(The data):
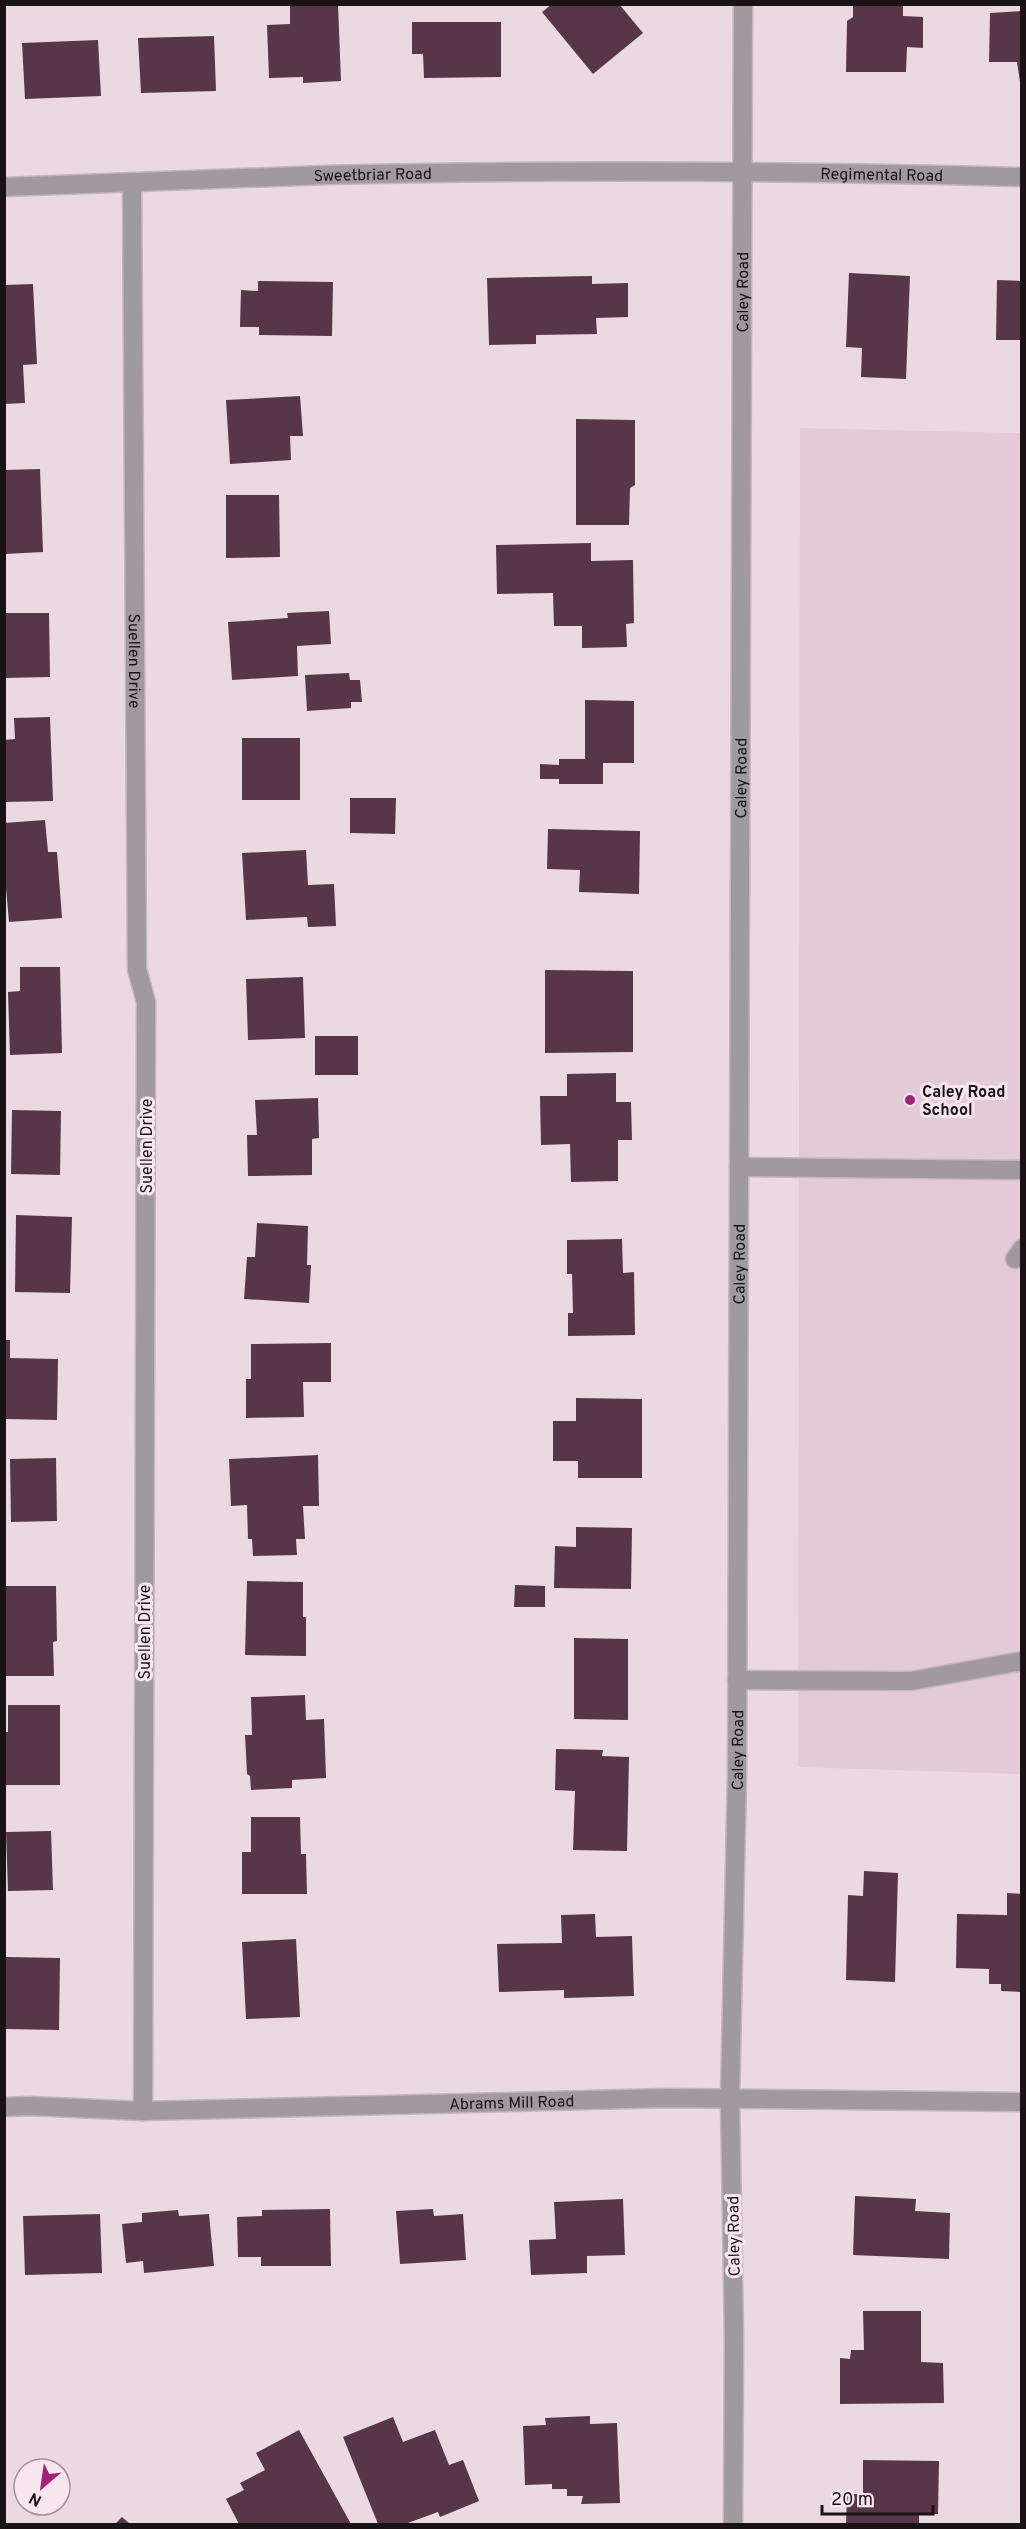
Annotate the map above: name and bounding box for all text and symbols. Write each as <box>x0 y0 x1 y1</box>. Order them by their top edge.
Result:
street label: Sweetbriar Road <box>313 165 432 187</box>
street label: Regimental Road <box>820 165 943 187</box>
street label: Caley Road <box>734 252 754 332</box>
street label: Suellen Drive <box>123 613 143 709</box>
street label: Caley Road <box>732 738 753 818</box>
place label: Caley Road School <box>922 1083 1005 1121</box>
marker: Caley Road School <box>903 1093 917 1107</box>
street label: Suellen Drive <box>138 1099 158 1193</box>
street label: Caley Road <box>731 1224 751 1304</box>
street label: Suellen Drive <box>136 1585 156 1679</box>
street label: Caley Road <box>729 1710 749 1791</box>
street label: Abrams Mill Road <box>449 2092 575 2115</box>
street label: Caley Road <box>724 2196 746 2276</box>
north arrow <box>12 2457 72 2517</box>
scale bar <box>822 2478 933 2516</box>
text: N <box>26 2487 46 2510</box>
text: 20 m <box>831 2489 873 2512</box>

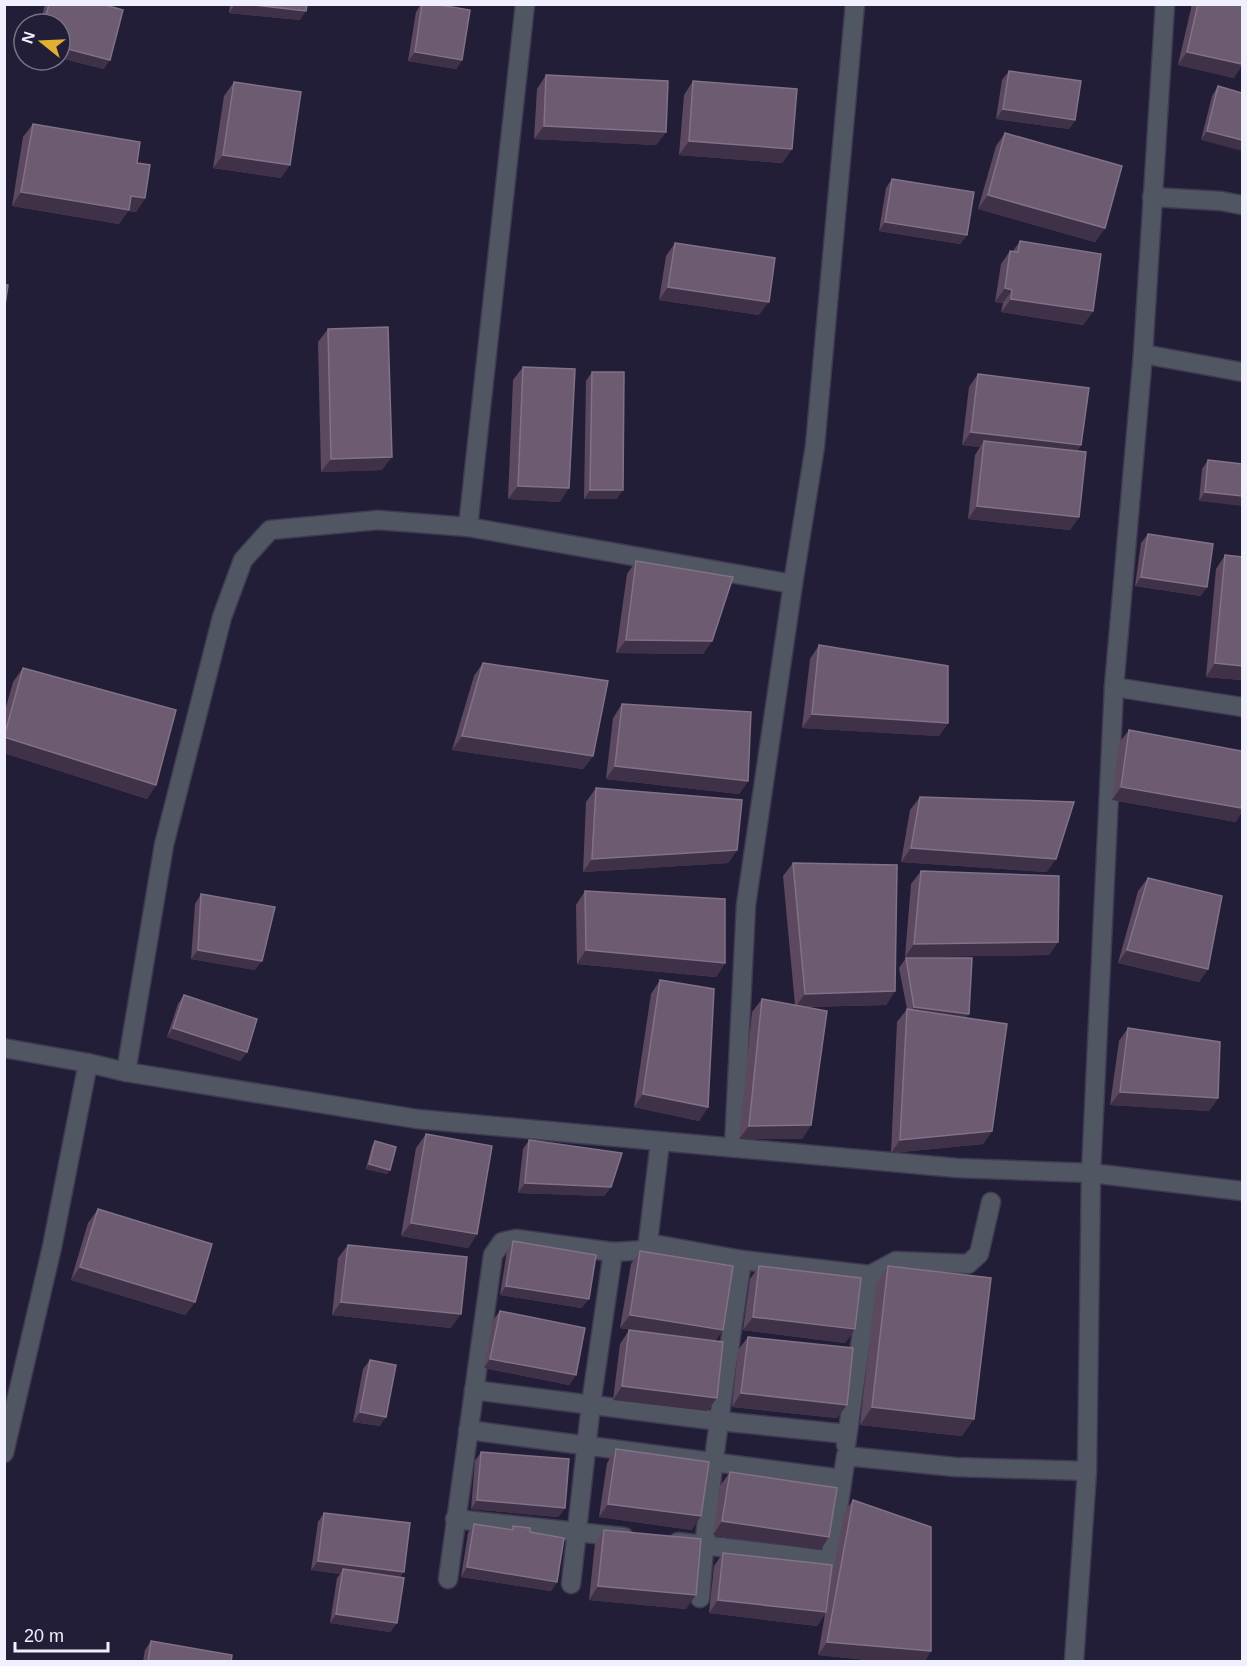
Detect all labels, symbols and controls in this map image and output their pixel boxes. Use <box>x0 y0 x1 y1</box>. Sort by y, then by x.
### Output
north arrow <box>12 12 72 72</box>
text: N <box>18 29 38 46</box>
scale bar <box>15 1615 108 1653</box>
text: 20 m <box>24 1626 64 1646</box>

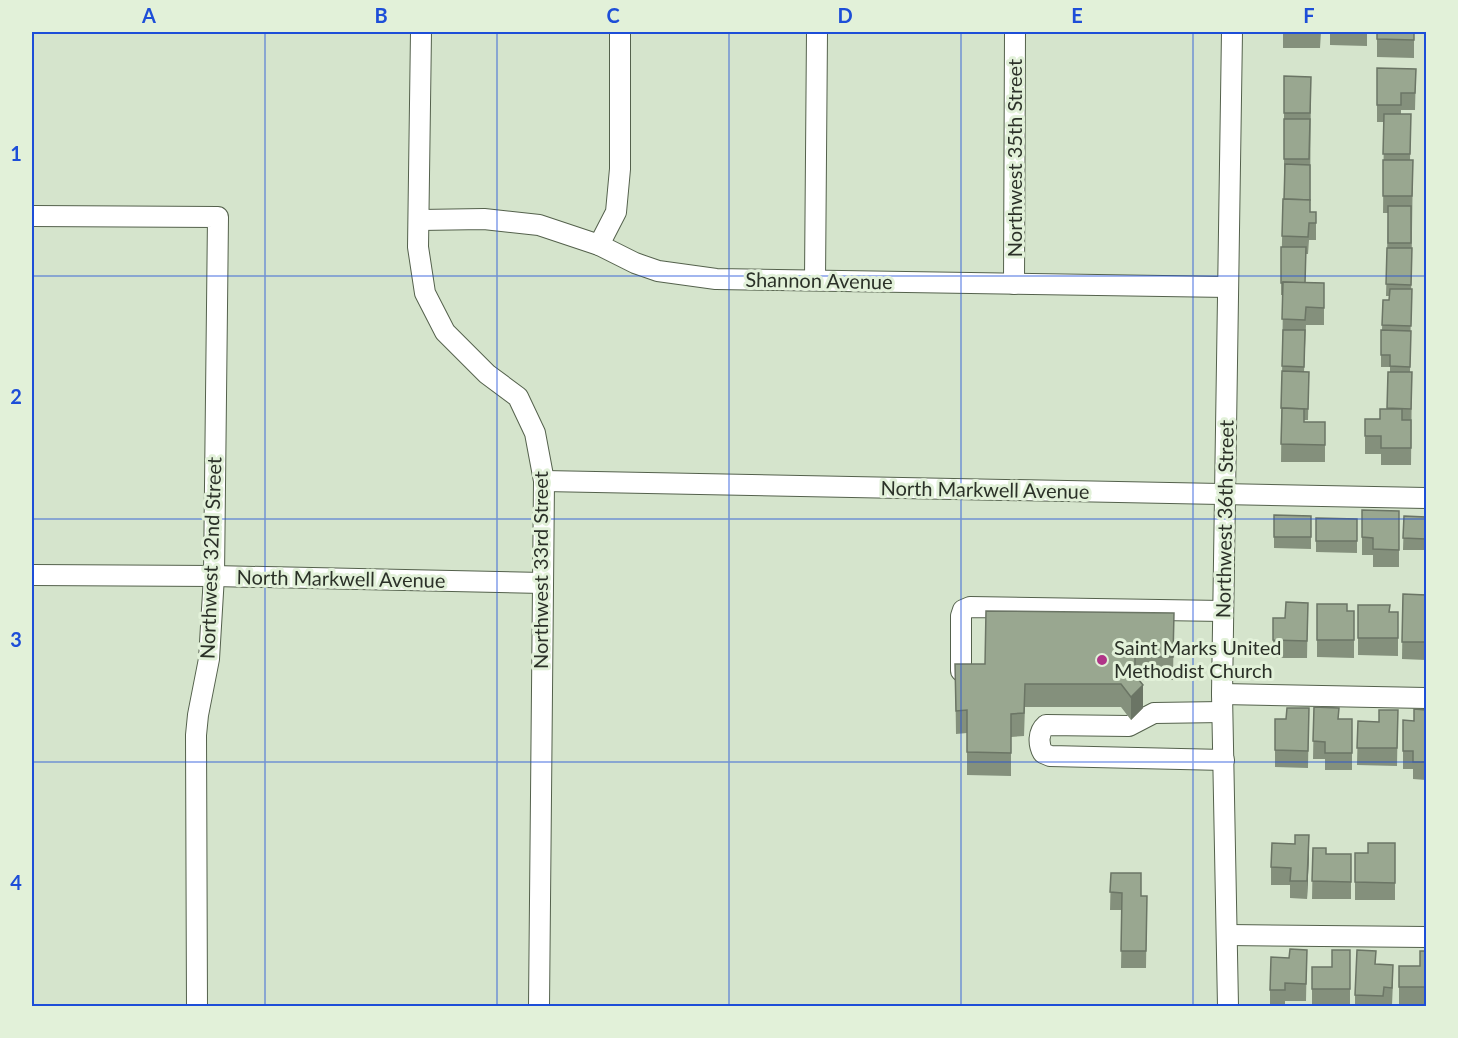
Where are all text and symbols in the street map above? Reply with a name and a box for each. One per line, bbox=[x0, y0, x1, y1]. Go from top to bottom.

(What is being asked): All lines of the material that contain the string "symbols" are to be copied.

(Task answer):
Annotate the map above: name and bounding box for all text and symbols. Write each as <box>x0 y0 x1 y1</box>. Order them by their top edge.
Detect all labels, symbols and controls in this map image and output their pixel boxes. Use <box>x0 y0 x1 y1</box>. Sort by y, then by x.
Where are all text and symbols in the street map above? Reply with a name and a box for each. One per line, bbox=[x0, y0, x1, y1]. Go from top to bottom.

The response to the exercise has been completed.